The April US payroll report added 428,000 jobs, slightly more than forecast, and provided markets with a shot of confidence.Unemployment was stable at 3.6% and Average Hourly Earnings rose 5.5%. Equities continued to fall on Friday but moderated much steeper earlier losses. The Dow finished off 0.30%, the S&P 500 down 0.57%, and the Nasdaq shedding 1.4%. Markets remain worried that the endpoint of a Fed tightening campaign will be a US recession. Treasury yields rose.
This is the fifth approach to 1.2900 in the last ten months. A break is more likely this time than any of the previous attempts, because, aside from the perfection of hindsight, the Fed’s aggressive anti-inflation policy is coincident with a relatively static oil market.
The US April Consumer Price Index (CPI), to released on Wednesday, is expected to moderate slightly to 8.4% from 8.5%. It and the Producer Price Index (PPI), which is forecast to rise to 12.2% from 11.2%, issued on the following day, are the statistical highlights. Any unforeseen strength in either index will play to higher Treasury yields and the dollar.

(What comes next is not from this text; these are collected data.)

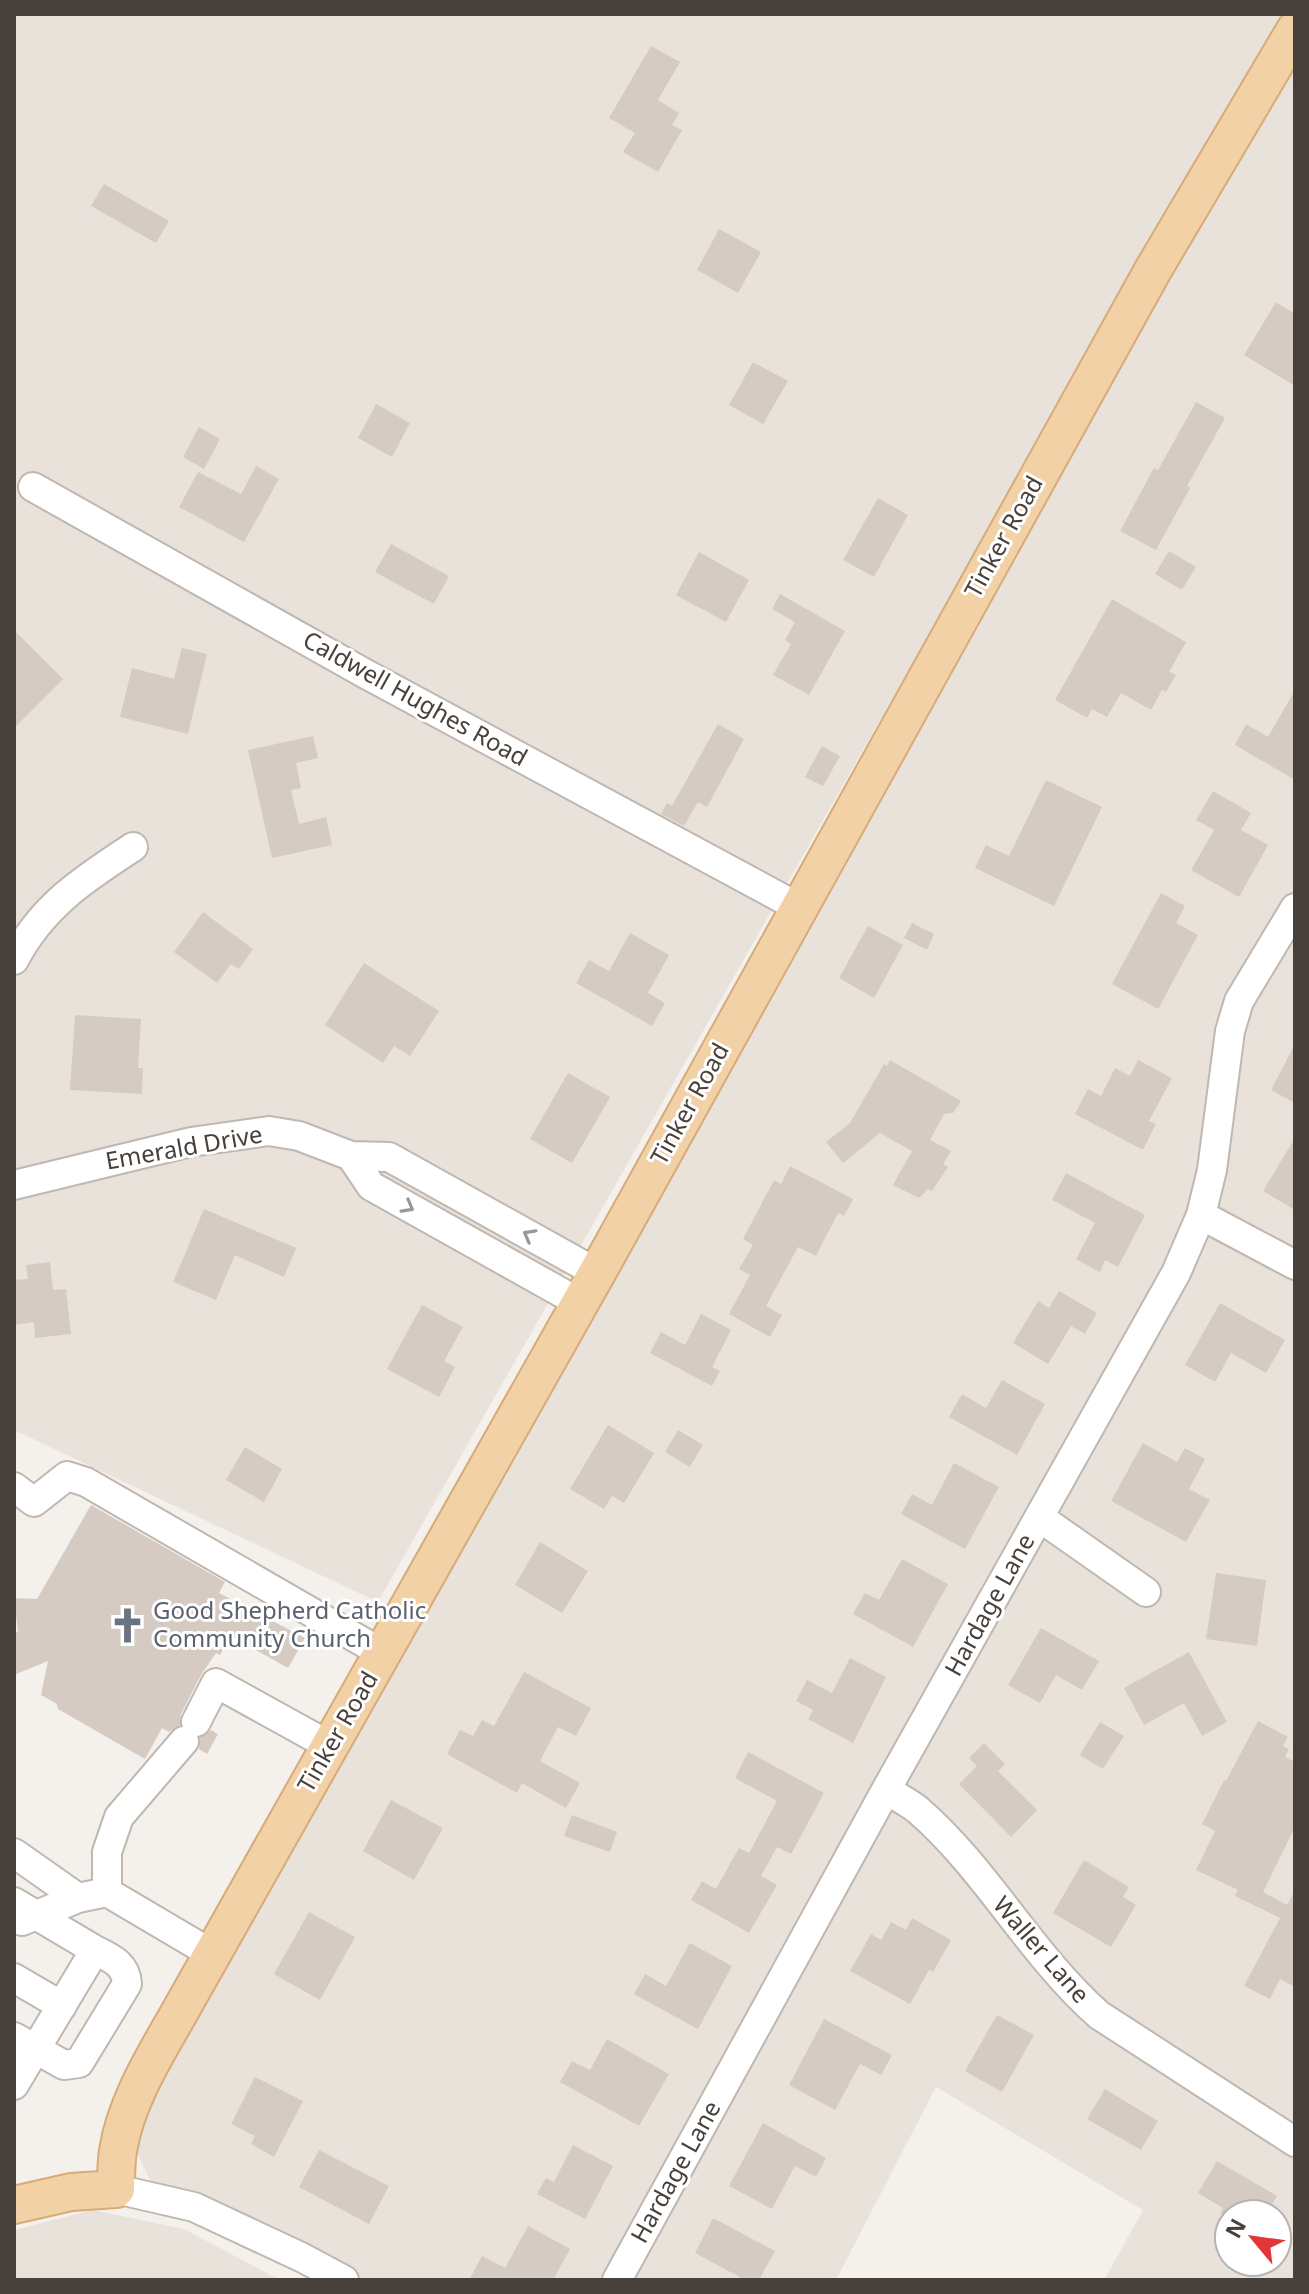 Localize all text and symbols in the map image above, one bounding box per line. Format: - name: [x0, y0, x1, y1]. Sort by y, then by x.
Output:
- street label: Tinker Road: [956, 469, 1050, 603]
- street label: Caldwell Hughes Road: [298, 622, 534, 773]
- street label: Tinker Road: [642, 1036, 736, 1170]
- street label: Emerald Drive: [103, 1116, 265, 1177]
- one-way arrow: [400, 1197, 414, 1212]
- one-way arrow: [523, 1229, 538, 1245]
- street label: Hardage Lane: [936, 1527, 1041, 1681]
- place label: Good Shepherd Catholic Community Church: [153, 1593, 426, 1654]
- church icon: Good Shepherd Catholic Community Church: [108, 1606, 146, 1644]
- street label: Tinker Road: [289, 1665, 385, 1798]
- street label: Waller Lane: [986, 1888, 1098, 2010]
- street label: Hardage Lane: [622, 2094, 727, 2248]
- north arrow: [1213, 2198, 1293, 2278]
- text: N: [1217, 2213, 1252, 2243]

There are no significant Canadian data releases.
The Fed’s pursuit of higher interest rates will only be deterred by a faltering US economy. April’s NFP put that concern to rest, for another month at least, opening the way for Treasury yield’s to continue their rise. That freedom and the overall US dollar strength should carry the USD/CAD higher in the weeks ahead.
Canada statistics May 2–May 6
US statistics May 2–May 6
Canada statistics May 9–May 13
US statistics May 9–May 13
USD/CAD technical outlook
The MACD (Moving Average Convergence Divergence) and the Relative Strength Index (RSI) remain in strongly positive territory. The narrowing spread between the price and signal lines in the MACD is notice that the USD/CAD is approaching important resistance. The steadily rising Average True Range (ATR) over the last three weeks and particularly this week are indications that several important resistance levels have been breached and that the USD/CAD is on the cusp of another.
The successive crossings of the 200-day moving average on April 29, the 50-day MA on Tuesday and the 100-day MA on Thursday by the 21-day MA are strong indication of an upward bias in the USD/CAD.